Dahmer had a religious calling and was baptized in prison
Some of Dahmer's time behind bars was spent in religious study; his father, a born-again Christian, had sent him some materials, and the prisoner had followed a Bible correspondence course. In the spring of 1994, Dahmer expressed interest in conversion. Roy Ratcliff, a Church of Christ minister, came to visit him and agreed to help. In May 1994, a robed Dahmer was submerged in a whirlpool bath at the prison and baptized by Ratcliff.
At the time of his religious conversion, many questioned Dahmer's sincerity, as he was a skilled manipulator who'd used his intelligence to get away with crimes in the past. But Dahmer was committed enough to meet the pastor who'd baptized him for weekly Bible study sessions. They last got together five days prior to Dahmer's death. During this meeting, they discussed the Book of Revelation, whose subjects include death, punishment for sins, and damnation.
At a chapel service in July 1994, another prisoner tried to slash Dahmer's throat. But the blade of the homemade weapon broke off, so Dahmer was just scratched. He was sent into temporary isolation afterward but didn't want to remain there. Dahmer offered an explanation that his attacker, a Cuban, had been trying to do something to get deported home. This prompted the prison to label the attack an "isolated incident," and officials therefore decided their famous prisoner could return to live among the general population.

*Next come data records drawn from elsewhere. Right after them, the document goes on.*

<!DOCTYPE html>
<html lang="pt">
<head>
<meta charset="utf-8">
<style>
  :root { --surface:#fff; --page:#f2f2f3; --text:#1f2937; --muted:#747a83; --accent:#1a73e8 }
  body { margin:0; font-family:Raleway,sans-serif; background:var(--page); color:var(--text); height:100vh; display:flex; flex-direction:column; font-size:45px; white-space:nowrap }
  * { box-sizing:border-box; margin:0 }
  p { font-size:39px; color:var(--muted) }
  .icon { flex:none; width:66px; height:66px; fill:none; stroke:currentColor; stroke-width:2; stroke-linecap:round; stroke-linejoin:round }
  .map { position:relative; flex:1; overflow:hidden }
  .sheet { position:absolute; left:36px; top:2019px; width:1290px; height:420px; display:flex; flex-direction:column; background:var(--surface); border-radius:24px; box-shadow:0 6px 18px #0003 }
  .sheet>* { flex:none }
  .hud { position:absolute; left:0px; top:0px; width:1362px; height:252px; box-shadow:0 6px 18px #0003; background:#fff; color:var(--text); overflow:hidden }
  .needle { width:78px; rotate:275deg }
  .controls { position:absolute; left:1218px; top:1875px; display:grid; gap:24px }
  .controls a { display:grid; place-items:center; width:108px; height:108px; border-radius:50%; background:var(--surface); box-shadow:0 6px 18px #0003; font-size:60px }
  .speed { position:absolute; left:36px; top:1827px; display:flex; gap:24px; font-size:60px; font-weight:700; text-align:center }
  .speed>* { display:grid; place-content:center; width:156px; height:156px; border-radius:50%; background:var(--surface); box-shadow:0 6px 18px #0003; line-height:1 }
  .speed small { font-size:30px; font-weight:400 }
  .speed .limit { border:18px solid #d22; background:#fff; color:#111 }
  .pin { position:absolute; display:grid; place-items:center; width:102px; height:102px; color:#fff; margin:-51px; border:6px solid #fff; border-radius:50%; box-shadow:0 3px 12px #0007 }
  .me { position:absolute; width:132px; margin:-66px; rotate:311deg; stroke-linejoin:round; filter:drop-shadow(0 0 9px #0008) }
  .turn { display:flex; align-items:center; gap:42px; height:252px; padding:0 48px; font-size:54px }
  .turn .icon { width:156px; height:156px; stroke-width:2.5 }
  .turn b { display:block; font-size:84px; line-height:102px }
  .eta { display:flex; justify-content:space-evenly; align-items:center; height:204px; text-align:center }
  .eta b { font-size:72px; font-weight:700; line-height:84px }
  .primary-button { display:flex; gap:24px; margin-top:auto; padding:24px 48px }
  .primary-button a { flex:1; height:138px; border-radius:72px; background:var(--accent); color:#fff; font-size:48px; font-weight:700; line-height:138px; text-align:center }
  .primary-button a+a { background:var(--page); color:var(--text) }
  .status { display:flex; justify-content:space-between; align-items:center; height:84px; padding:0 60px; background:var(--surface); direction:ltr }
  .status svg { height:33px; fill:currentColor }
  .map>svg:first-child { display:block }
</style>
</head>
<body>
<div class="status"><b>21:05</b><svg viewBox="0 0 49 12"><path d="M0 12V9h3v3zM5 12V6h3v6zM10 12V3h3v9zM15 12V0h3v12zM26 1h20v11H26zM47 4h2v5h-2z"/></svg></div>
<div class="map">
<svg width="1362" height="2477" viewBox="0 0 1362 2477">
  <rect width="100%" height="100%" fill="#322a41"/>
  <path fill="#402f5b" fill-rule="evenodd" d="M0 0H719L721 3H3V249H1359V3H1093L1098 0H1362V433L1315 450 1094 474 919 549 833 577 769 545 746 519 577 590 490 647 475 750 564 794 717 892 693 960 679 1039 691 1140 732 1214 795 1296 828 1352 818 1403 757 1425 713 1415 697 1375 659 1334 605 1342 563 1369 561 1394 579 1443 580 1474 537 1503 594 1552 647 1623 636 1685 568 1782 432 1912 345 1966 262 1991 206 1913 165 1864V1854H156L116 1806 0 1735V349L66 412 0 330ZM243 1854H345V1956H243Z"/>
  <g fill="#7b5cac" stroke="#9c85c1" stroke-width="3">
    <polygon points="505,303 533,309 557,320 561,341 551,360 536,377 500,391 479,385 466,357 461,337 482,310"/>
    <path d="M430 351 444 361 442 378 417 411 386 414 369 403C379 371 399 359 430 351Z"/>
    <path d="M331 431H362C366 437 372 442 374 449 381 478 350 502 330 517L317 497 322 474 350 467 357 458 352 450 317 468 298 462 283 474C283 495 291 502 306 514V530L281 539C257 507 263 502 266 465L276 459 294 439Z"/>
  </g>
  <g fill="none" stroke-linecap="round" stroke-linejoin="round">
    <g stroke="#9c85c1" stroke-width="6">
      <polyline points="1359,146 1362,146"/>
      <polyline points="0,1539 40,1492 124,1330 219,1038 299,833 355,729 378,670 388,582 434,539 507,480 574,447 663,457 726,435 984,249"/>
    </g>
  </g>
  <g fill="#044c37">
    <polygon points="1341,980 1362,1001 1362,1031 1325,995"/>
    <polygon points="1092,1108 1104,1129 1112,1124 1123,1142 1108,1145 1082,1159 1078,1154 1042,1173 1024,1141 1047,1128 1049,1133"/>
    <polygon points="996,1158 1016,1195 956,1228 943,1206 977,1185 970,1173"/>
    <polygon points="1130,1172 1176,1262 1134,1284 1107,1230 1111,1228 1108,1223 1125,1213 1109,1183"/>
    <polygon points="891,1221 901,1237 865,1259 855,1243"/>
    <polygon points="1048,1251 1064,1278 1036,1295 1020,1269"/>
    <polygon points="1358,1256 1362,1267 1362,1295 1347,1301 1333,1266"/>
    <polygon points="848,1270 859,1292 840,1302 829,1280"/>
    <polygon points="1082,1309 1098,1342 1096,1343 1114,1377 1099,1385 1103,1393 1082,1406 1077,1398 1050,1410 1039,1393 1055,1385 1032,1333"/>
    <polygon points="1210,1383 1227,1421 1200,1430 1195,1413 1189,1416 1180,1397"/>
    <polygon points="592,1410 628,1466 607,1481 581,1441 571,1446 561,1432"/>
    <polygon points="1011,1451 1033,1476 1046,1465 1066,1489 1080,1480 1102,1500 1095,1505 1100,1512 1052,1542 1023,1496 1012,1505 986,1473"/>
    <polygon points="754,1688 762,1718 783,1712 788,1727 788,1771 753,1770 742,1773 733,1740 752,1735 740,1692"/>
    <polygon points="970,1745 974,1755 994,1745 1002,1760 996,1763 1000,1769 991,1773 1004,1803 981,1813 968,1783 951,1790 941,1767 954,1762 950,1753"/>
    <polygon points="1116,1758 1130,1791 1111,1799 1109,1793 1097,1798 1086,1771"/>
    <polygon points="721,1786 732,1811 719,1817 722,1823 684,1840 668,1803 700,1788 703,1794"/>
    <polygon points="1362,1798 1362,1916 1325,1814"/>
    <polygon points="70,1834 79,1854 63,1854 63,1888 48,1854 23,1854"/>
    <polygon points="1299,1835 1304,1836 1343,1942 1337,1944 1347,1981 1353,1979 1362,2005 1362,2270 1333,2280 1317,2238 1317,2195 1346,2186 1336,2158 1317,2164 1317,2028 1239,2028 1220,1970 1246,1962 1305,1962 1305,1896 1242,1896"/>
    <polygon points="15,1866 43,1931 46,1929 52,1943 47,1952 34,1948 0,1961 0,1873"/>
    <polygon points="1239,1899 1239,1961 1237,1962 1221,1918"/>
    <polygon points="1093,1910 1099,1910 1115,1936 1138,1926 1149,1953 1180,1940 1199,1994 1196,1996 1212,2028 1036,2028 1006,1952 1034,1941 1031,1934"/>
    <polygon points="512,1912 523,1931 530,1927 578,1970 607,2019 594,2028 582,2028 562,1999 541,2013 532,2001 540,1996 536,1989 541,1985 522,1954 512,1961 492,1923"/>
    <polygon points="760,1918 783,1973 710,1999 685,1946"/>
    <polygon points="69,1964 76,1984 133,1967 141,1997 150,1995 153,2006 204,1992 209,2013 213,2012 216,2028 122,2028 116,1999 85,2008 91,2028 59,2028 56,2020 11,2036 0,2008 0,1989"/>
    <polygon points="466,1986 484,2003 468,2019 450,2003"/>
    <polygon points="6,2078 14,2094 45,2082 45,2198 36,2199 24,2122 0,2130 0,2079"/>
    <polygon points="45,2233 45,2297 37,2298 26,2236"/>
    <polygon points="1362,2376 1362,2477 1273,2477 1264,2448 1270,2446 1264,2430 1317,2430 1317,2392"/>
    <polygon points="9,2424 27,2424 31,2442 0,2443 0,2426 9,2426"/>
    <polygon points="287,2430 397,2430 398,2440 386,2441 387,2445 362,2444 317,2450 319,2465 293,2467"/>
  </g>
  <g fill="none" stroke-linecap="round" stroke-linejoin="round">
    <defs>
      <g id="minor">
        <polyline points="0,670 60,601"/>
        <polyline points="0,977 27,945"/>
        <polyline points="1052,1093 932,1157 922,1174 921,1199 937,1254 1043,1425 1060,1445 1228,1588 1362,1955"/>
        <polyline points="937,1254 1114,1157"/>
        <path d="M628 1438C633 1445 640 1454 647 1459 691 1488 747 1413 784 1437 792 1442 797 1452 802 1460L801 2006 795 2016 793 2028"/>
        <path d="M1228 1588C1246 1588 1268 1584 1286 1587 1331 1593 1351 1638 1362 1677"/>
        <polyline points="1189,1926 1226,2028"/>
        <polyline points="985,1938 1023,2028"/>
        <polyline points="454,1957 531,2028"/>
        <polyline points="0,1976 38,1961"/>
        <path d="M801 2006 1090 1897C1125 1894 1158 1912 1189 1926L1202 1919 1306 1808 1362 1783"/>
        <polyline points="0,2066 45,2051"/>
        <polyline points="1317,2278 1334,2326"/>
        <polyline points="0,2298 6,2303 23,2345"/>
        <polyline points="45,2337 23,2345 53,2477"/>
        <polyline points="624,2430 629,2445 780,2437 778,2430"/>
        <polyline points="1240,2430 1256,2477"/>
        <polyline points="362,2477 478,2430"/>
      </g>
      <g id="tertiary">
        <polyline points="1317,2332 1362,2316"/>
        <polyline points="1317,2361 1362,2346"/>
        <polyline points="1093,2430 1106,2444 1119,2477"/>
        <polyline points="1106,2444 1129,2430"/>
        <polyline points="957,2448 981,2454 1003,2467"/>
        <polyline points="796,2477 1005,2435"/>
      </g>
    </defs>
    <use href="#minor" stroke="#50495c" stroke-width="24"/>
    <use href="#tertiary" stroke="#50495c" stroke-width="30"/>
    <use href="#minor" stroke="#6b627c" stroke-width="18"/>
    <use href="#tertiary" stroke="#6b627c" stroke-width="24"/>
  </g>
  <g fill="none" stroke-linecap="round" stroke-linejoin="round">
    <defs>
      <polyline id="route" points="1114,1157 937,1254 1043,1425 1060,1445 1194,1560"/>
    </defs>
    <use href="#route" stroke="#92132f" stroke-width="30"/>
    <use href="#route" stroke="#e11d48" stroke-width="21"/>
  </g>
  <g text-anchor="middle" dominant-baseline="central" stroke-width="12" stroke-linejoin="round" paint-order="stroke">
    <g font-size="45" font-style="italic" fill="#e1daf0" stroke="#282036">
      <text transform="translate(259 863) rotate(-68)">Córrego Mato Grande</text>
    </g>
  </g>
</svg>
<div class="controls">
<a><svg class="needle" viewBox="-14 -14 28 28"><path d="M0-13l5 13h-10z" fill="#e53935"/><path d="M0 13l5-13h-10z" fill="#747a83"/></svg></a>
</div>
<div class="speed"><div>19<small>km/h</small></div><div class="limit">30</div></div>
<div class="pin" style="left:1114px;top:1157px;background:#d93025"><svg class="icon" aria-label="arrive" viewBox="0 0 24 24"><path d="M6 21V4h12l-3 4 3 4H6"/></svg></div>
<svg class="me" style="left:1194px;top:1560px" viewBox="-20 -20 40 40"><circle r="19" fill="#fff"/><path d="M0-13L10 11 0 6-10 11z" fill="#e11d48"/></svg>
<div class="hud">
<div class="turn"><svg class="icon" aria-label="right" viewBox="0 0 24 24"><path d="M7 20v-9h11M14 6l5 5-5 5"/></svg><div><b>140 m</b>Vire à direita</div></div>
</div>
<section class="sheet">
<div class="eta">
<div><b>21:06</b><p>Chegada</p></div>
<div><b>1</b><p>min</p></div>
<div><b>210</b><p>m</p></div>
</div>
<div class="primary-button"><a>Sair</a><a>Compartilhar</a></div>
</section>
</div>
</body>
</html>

Dahmer was murdered while cleaning the prison's bathroom
On the morning of November 28, 1994, Dahmer was on cleaning duty — which he'd begun three weeks earlier — in the prison's gym bathrooms with two other inmates, Jesse Anderson and Christopher Scarver. The three were left alone for 20 minutes; when guards returned they found the bludgeoned bodies of Dahmer and Anderson, who'd been beaten by Scarver. Dahmer was pronounced dead an hour later; Anderson also ended up dying from the attack. In a 2015 interview, Scarver stated he'd abhorred Dahmer, and raised the question of whether prison personnel, who'd been aware of this, had left them alone on purpose.
Some think Dahmer had a death wish
At his sentencing in 1992, Dahmer had said, "I never wanted freedom. Frankly, I wanted death for myself." He'd later told his pastor, "I think I should have been put to death by the state for what I did." (Wisconsin has no death penalty, so capital punishment was never an option.) And Dahmer's willingness to join the general prison population made some of those who'd known him wonder if he'd deliberately courted death while behind bars. After the fatal attack, his attorney, Gerald Boyle, said, "Dahmer had a death wish, and I know that he didn't have the gumption to do it himself, so I predicted that the day would come when he would be killed in prison."